TASK PROMPT: Only the lines containing "symbols" should appear in the answer, copied from the listing below.
*** Opening of WORKING DATA ***
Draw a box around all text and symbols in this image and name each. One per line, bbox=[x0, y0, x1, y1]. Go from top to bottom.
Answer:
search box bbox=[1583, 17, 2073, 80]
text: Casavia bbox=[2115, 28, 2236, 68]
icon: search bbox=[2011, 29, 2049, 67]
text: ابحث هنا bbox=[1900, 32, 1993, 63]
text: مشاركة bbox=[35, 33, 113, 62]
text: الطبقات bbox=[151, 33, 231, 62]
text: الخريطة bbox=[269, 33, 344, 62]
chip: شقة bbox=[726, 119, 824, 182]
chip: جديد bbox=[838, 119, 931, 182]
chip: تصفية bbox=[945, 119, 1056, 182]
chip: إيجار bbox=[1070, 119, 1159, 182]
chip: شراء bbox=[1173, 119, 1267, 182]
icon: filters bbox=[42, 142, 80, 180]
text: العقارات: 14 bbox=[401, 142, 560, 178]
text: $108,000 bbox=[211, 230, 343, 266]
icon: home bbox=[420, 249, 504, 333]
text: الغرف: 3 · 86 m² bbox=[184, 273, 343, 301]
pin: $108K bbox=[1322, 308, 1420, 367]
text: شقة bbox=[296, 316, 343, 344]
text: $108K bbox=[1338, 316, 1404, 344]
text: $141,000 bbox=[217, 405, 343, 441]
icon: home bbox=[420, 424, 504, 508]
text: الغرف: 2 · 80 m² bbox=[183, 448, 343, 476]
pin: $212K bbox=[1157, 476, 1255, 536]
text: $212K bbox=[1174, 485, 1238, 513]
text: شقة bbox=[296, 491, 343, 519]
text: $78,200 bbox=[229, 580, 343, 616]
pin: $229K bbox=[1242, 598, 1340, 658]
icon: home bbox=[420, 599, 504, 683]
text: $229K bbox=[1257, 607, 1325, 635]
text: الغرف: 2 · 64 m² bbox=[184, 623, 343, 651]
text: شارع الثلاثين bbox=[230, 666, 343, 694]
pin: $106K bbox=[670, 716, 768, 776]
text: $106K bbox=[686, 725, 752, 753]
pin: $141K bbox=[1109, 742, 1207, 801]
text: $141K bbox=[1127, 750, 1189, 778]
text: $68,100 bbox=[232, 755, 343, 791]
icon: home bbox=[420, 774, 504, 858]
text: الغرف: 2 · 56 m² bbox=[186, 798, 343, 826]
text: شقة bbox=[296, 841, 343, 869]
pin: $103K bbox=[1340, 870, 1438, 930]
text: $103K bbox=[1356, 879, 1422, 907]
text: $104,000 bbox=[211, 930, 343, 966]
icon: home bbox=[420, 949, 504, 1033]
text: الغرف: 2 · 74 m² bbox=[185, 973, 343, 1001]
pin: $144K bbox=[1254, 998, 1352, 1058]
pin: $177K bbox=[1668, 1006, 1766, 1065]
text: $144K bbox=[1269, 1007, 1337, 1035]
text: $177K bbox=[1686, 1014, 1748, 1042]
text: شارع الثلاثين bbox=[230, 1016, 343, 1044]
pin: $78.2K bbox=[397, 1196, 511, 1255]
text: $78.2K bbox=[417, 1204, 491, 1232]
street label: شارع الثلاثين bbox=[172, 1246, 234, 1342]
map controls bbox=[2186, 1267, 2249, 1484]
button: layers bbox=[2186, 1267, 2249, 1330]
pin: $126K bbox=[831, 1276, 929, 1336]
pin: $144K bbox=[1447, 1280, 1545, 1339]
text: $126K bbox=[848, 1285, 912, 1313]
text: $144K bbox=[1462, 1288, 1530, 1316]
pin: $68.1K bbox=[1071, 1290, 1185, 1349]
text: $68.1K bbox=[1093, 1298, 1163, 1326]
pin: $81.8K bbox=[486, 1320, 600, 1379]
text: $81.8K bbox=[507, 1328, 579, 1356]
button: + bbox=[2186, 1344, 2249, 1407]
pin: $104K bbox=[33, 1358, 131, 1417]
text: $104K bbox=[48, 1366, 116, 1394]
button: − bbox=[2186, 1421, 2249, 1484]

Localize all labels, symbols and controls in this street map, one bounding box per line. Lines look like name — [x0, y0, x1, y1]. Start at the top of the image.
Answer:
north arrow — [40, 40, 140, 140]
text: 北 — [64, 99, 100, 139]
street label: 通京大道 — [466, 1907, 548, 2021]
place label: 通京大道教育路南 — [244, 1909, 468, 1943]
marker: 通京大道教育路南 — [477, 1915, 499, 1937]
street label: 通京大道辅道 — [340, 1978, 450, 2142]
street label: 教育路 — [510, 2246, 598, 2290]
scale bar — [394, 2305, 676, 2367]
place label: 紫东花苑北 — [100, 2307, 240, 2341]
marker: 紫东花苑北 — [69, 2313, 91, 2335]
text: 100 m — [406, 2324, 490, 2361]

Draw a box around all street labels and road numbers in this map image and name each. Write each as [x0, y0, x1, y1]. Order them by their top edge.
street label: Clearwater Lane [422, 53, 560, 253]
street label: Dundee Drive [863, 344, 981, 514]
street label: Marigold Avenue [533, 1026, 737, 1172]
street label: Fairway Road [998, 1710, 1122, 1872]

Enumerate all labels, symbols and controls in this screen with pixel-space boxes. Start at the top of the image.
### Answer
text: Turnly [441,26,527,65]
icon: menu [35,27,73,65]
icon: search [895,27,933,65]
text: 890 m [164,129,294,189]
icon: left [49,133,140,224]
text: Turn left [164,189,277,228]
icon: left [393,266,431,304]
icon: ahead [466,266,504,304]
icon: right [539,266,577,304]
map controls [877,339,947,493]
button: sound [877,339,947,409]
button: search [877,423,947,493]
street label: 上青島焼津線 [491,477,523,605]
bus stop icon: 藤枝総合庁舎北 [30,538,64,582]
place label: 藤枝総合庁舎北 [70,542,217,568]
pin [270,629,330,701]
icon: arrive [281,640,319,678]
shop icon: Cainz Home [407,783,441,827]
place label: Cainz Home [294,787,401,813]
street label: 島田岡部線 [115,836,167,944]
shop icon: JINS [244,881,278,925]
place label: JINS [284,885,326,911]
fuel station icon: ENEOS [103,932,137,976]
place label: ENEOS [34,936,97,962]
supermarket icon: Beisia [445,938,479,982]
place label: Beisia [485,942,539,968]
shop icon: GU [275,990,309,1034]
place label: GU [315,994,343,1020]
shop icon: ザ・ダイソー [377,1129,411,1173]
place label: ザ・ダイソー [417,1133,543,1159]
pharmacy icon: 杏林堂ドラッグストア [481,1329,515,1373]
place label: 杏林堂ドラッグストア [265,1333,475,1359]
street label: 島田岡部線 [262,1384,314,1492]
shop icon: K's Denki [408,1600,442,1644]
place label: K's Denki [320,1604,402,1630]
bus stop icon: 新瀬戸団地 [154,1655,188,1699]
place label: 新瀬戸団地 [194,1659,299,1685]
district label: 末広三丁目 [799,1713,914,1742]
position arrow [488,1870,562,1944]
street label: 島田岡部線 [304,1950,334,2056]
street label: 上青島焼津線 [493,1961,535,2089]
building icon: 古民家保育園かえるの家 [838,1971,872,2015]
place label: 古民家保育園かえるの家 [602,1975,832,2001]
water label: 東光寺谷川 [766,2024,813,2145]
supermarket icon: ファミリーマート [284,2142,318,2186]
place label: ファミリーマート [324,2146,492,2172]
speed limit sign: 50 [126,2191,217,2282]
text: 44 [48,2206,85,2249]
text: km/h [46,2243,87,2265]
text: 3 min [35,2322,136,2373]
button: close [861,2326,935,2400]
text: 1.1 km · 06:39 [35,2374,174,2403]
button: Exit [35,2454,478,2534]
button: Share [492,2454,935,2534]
*** Close of WORKING DATA ***
YOUR RESPONSE:
Draw a box around all text and symbols in this image and name each. One per line, bbox=[x0, y0, x1, y1]. Go from top to bottom.
Localize all labels, symbols and controls in this street map, one bounding box per line. Lines look like name — [x0, y0, x1, y1]. Start at the top of the image.
Enumerate all labels, symbols and controls in this screen with pixel-space boxes. Start at the top of the image.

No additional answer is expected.